The Flushing Question
Some plant-based litters, particularly tofu litter, are marketed as flushable. This is a related but distinct disposal question. According to Cats.com, flushing cat litter introduces T. gondii oocysts into the water treatment system. Not all municipal water treatment plants are equipped to remove T. gondii — notably, some California communities have linked flushing cat waste to T. gondii contamination in marine environments, contributing to sea otter deaths. California state law actually prohibits cat litter packaging from carrying “flushable” claims without specific disclaimers.
The Environmental Balance
Composting plant-based litter keeps it out of landfills, where even biodegradable materials decompose slowly in anaerobic conditions and generate methane. According to Cats.com, an estimated 2 million tons of cat litter reach U.S. landfills annually, the vast majority being non-biodegradable clay.

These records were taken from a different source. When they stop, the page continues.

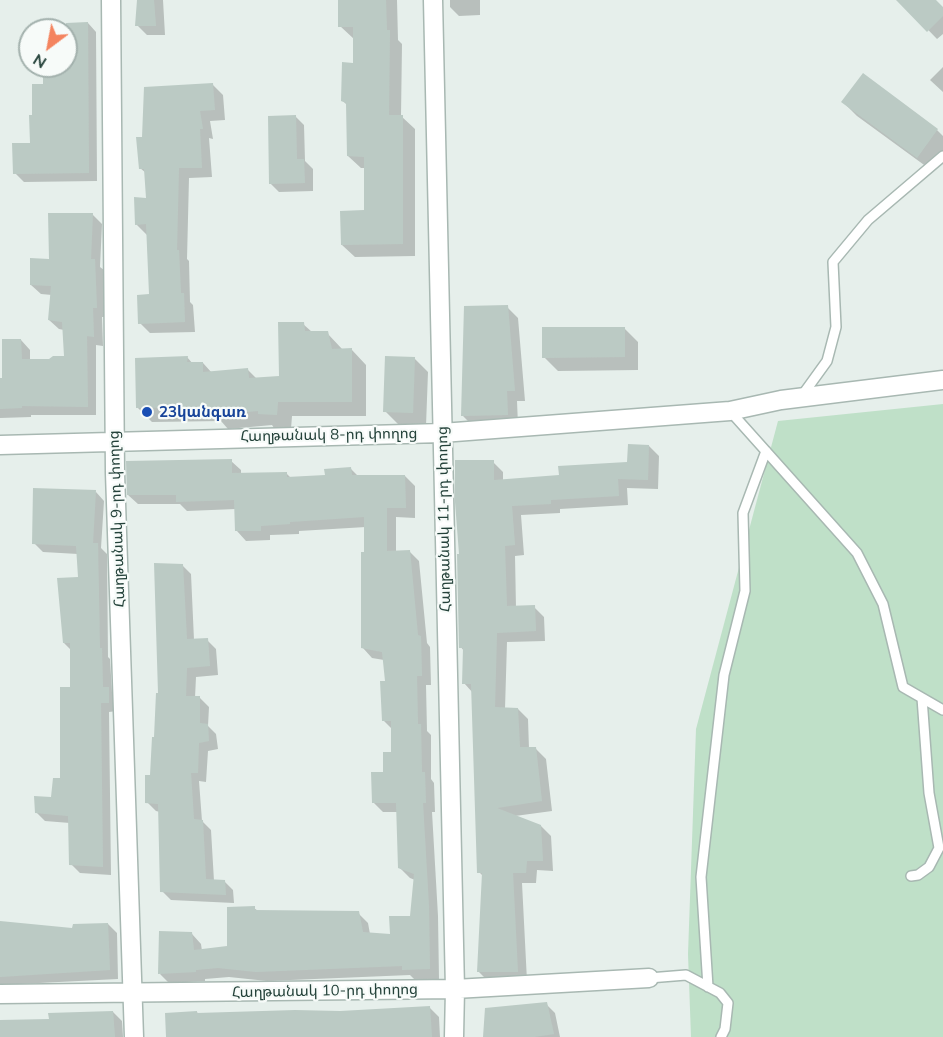 <!DOCTYPE html>
<meta charset="utf-8">
<style>
body{margin:0}
#map{position:relative;width:943px;height:1037px;overflow:hidden;background:#e6efeb;font-family:Mulish,sans-serif}
canvas{display:block}
.north{position:absolute;left:18px;top:18px;width:60px;height:60px;box-sizing:border-box;background:#f7fbf9;border:2px solid #a3b1ad;border-radius:50%;rotate:212deg;font-size:16px;font-weight:700;line-height:24px;text-align:center;color:#24423a}
.north::after{content:'';display:block;margin:auto;width:21px;height:27px;background:#f4845f;clip-path:polygon(50% 0,100% 100%,50% 72%,0 100%)}
</style>
<div id="map">
<canvas width="943" height="1037"></canvas>
<div class="north">N</div>
</div>
<script>
const context = document.querySelector('canvas').getContext('2d');
context.lineJoin = 'round';
function fill(path, color) { context.fillStyle = color; context.fill(path, 'evenodd'); }
const poly = rows => new Path2D(rows.map(r => 'M' + r).join(''));
function trace(path, color, width, dash) { context.strokeStyle = color; context.lineWidth = width; context.lineCap = dash ? 'butt' : 'round'; context.setLineDash(dash || []); context.stroke(path); }
function write(font, color, halo, rows, align = 'center') {
  context.font = font + ' Mulish,"Noto Sans Armenian",sans-serif'; context.lineWidth = 4.5; context.setLineDash([]); context.textBaseline = 'middle'; context.strokeStyle = halo; context.fillStyle = color; for (const [text, x, y, turn = 0] of rows) {
    context.save(); context.translate(x, y); context.rotate((+turn || 0) * Math.PI / 180); context.textAlign = isNaN(turn) ? turn : align; if (halo) context.strokeText(text, 0, 0); context.fillText(text, 0, 0); context.restore();
  }
}
fill(poly([
 [943,404,943,1037,691,1037,688,954,696,729,778,421]
]), '#bfe0c8');
fill(poly([
 [139,0,163,0,165,35,147,35,137,25],
 [339,0,397,0,398,40,402,44,401,116,415,129,415,256,355,257,342,245,366,211,366,168,361,168,348,156,348,106,343,101,354,64,354,39,340,26],
 [450,0,480,0,480,15,459,16,450,7],
 [907,0,934,0,943,9,943,34,937,39,903,4],
 [88,23,96,32,97,181,24,182,15,173,31,145,34,116,45,85,44,66,66,66,66,30,45,30,45,26],
 [943,67,943,92,930,80],
 [212,84,223,95,225,120,210,121,213,139,209,138,212,177,189,178,187,259,189,261,190,302,193,305,195,332,150,333,140,323,150,296,147,235,136,224,148,200,146,173,140,168,143,138],
 [843,102,937,130,943,136,943,154,931,170,857,116],
 [295,116,304,125,305,161,313,169,313,191,279,192,270,183],
 [92,214,102,224,100,267,104,270,106,317,102,317,103,346,96,345,96,415,31,415,31,417,0,418,0,380,4,380,21,340,30,350,30,360,50,360,66,358,64,330,59,329,49,320,52,295,41,294,31,285,50,260],
 [507,307,518,318,525,401,517,401,518,425,473,426,463,416],
 [303,324,312,332,327,333,343,350,352,350,366,365,366,416,292,416,291,429,274,428,272,425,228,429,221,421,152,422,137,407,187,357,193,364,203,363,212,373,248,370,257,379,280,378],
 [624,328,638,342,638,370,558,371,544,357],
 [414,358,428,372,426,426,399,425,385,411],
 [649,446,659,456,658,489,627,488,628,505,560,509,560,513,521,515,524,555,515,556,516,608,534,607,544,617,545,641,507,642,505,709,518,709,528,719,529,749,536,749,546,759,552,811,515,816,541,826,551,836,553,871,537,870,536,883,522,883,527,981,488,981,478,971,483,876,479,872,473,693,464,683,464,651,460,646,493,462,503,472,503,480,560,476,629,464],
 [231,461,241,470,241,475,286,473,292,479,326,477,351,469,358,476,405,476,415,486,415,518,396,517,396,552,409,551,419,561,427,643,430,647,431,685,426,685,427,731,431,735,431,779,434,783,435,812,432,812,438,916,439,979,414,979,410,975,267,981,229,977,205,979,205,981,169,983,160,974,192,934,201,944,202,951,229,947,254,908,258,911,358,913,368,923,370,934,391,936,412,918,415,880,410,878,400,868,398,812,383,812,373,802,392,754,392,729,384,721,386,682,384,660,372,658,363,648,366,527,299,531,299,534,270,535,270,540,246,541,237,531,236,509,187,511,180,504,138,504,128,495],
 [96,492,104,501,101,548,107,554,108,657,110,659,112,692,117,698,117,711,109,712,111,875,80,873,71,864,70,823,45,821,36,812,53,798,62,780,72,689,71,650,64,643,79,579,78,554,43,552,34,543],
 [182,565,191,574,194,640,207,640,216,649,218,675,196,677,195,698,200,698,209,707,208,726,216,734,218,749,208,751,206,782,199,781,202,821,211,830,214,881,224,881,233,890,234,903,171,900,162,891,160,812,156,811,147,802,152,777,159,694],
 [0,923,74,930,108,924,117,933,118,979,0,985],
 [546,1004,555,1013,560,1037,485,1037],
 [430,1008,439,1017,440,1037,167,1037,197,1012,199,1015,340,1012],
 [113,1012,122,1021,123,1037,0,1037,0,1020,50,1020]
]), '#0003');
fill(poly([
 [137,0,154,0,156,26,135,26],
 [338,0,386,0,387,30,390,30,389,115,403,115,403,244,341,245,340,211,364,210,364,157,347,156,346,103,341,101,342,62,353,63,353,27,338,27],
 [896,0,936,0,943,7,943,16,927,32],
 [88,22,89,173,13,174,12,143,30,143,29,115,32,115,32,84,43,84,43,66,66,66,66,23],
 [863,73,938,129,917,158,841,102],
 [213,83,215,110,200,111,203,129,200,129,202,168,179,168,177,250,179,250,181,293,184,293,185,322,138,324,137,295,149,294,146,224,135,225,134,197,146,198,144,169,139,169,136,137,142,137,144,87],
 [296,115,297,159,304,159,305,183,269,184,268,116],
 [48,213,93,213,91,259,95,259,97,308,93,308,94,337,87,336,88,407,22,406,22,408,0,409,0,378,2,378,2,339,21,339,22,359,49,359,53,356,64,356,62,322,48,320,51,286,30,285,30,258,49,259],
 [508,305,515,391,507,391,508,415,461,416,464,306],
 [278,322,304,322,305,331,328,331,332,349,352,348,352,402,278,402,277,415,258,414,258,411,212,415,211,407,136,408,135,358,188,356,187,362,203,362,203,372,248,368,249,378,279,376],
 [542,327,625,327,625,357,542,358],
 [385,356,415,357,413,413,383,412],
 [628,444,649,445,648,480,618,479,619,496,551,500,551,504,512,506,515,545,505,546,507,606,535,605,536,631,497,633,495,707,518,708,520,747,536,747,542,801,497,808,541,825,543,861,527,861,526,873,513,873,518,972,477,972,482,873,477,873,471,684,462,684,463,648,459,648,457,554,459,554,455,502,455,460,494,460,494,480,559,475,558,466,627,462],
 [232,459,232,473,287,472,287,477,325,475,324,469,351,467,352,475,405,475,406,508,387,508,387,551,410,550,418,635,421,636,422,676,417,676,418,724,421,724,422,772,425,772,426,803,423,803,429,906,430,969,402,970,402,966,256,972,218,968,196,970,196,972,158,974,159,931,192,932,194,950,227,946,227,907,255,906,255,910,359,911,363,932,390,934,389,916,410,916,414,874,398,868,396,803,372,803,371,772,383,772,383,752,391,752,391,721,382,721,380,681,385,681,382,652,361,648,361,552,364,552,364,517,290,522,290,524,261,526,261,531,235,531,234,500,176,502,176,495,127,495,126,461],
 [33,488,96,490,93,543,98,543,100,648,102,648,103,687,109,687,109,703,101,703,103,867,69,865,68,816,35,813,34,796,51,797,53,778,60,778,60,687,70,687,70,643,63,643,57,578,78,577,76,546,32,544],
 [154,563,183,564,187,639,208,638,210,666,187,668,186,696,200,696,200,723,208,724,209,741,199,743,198,773,191,773,194,819,203,820,206,879,225,880,226,895,160,892,158,804,145,803,145,775,150,775,152,737,154,737,156,693,158,693],
 [0,921,72,928,73,924,108,923,110,970,0,977],
 [547,1002,554,1034,534,1037,483,1037,485,1008],
 [430,1006,432,1037,166,1037,165,1013,197,1011,197,1013,295,1010,340,1011],
 [113,1011,115,1037,0,1037,0,1020,49,1019,48,1013]
]), '#bbcac4');
const service = poly([
 [801,397,827,361,836,327,833,262,868,220,943,156],
 [730,411,857,553,883,604,903,687,943,710],
 [911,876,918,875,929,867,939,848,929,793,922,698],
 [649,978,686,975,720,993,728,1003,725,1029,721,1037],
 [708,987,701,877,724,675,745,591,743,513,766,451]
]);
const minor = poly([
 [111,0,115,473,134,1037],
 [433,0,455,989,454,1037],
 [0,445,442,433,730,411,781,400,943,380],
 [0,994,455,989,649,978]
]);
trace(service, '#a8b8b2', 12);
trace(minor, '#a8b8b2', 21);
trace(service, '#fff', 9);
trace(minor, '#fff', 18);
for (const [x, y, r, color] of [
 [147,412,6,"#1a4fb4"]
]) { const dot = new Path2D(); dot.arc(x, y, r, 0, 2 * Math.PI); context.fillStyle = color; context.fill(dot); trace(dot, '#f7fbf9', 2); }
write('bold 15px', '#164399', '#f7fbf9', [
 ["23կանգառ",159,412]
], 'left');
write('15px', '#24423a', '#f7fbf9', [
 ["Հաղթանակ 8-րդ փողոց",329,435,-1],
 ["Հաղթանակ 9-րդ փողոց",117,519,-92],
 ["Հաղթանակ 11-րդ փողոց",444,519,-91],
 ["Հաղթանակ 10-րդ փողոց",325,991,-1]
]);
</script>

Using plant-based litter and composting it for ornamental use addresses part of this waste stream. However, the T. gondii limitation means composting is not a complete solution — it shifts the litter from landfill to garden, but it does not eliminate the pathogen concern that accompanies cat waste.
Some cat owners compost only the urine clumps (lower parasite risk than feces) and dispose of fecal material in the trash. This approach reduces compost volume going to landfill while mitigating the highest-risk component. No major source explicitly endorses or discourages this partial approach.
Summary
Plant-based litters — tofu, pine, corn, wheat, walnut, paper — are compostable as materials. Clay and crystal are not. The limiting factor for composting is Toxoplasma gondii in cat feces, which home composting temperatures cannot reliably destroy. Compost made from used cat litter is appropriate only for ornamental gardens, never for food crops. Most municipalities exclude pet waste from green waste programs. Composting cat litter is feasible but requires a dedicated system, extended timelines, and clear restrictions on end use.
For more on plant-based cat litter types and their environmental profiles, see Plant-Based Cat Litter.
Sources: SoyKitty FAQ, Cats.com, Litter-Robot blog, CDC (Toxoplasma gondii information)
Consult a veterinarian for questions about your cat’s health and litter needs.
Frequently Asked Questions
Which cat litters can be composted?
Plant-based litters are compostable including tofu, pine, corn, wheat, walnut, and paper. Clay and crystal litter are not biodegradable and must be disposed of as solid waste.
Can composted cat litter be used on food gardens?
No. Toxoplasma gondii, a parasite in cat feces, survives standard home composting temperatures. Home compost piles rarely reach the consistent 165 degrees Fahrenheit needed to destroy oocysts, so compost from cat litter should only be used on ornamental plants, never food crops.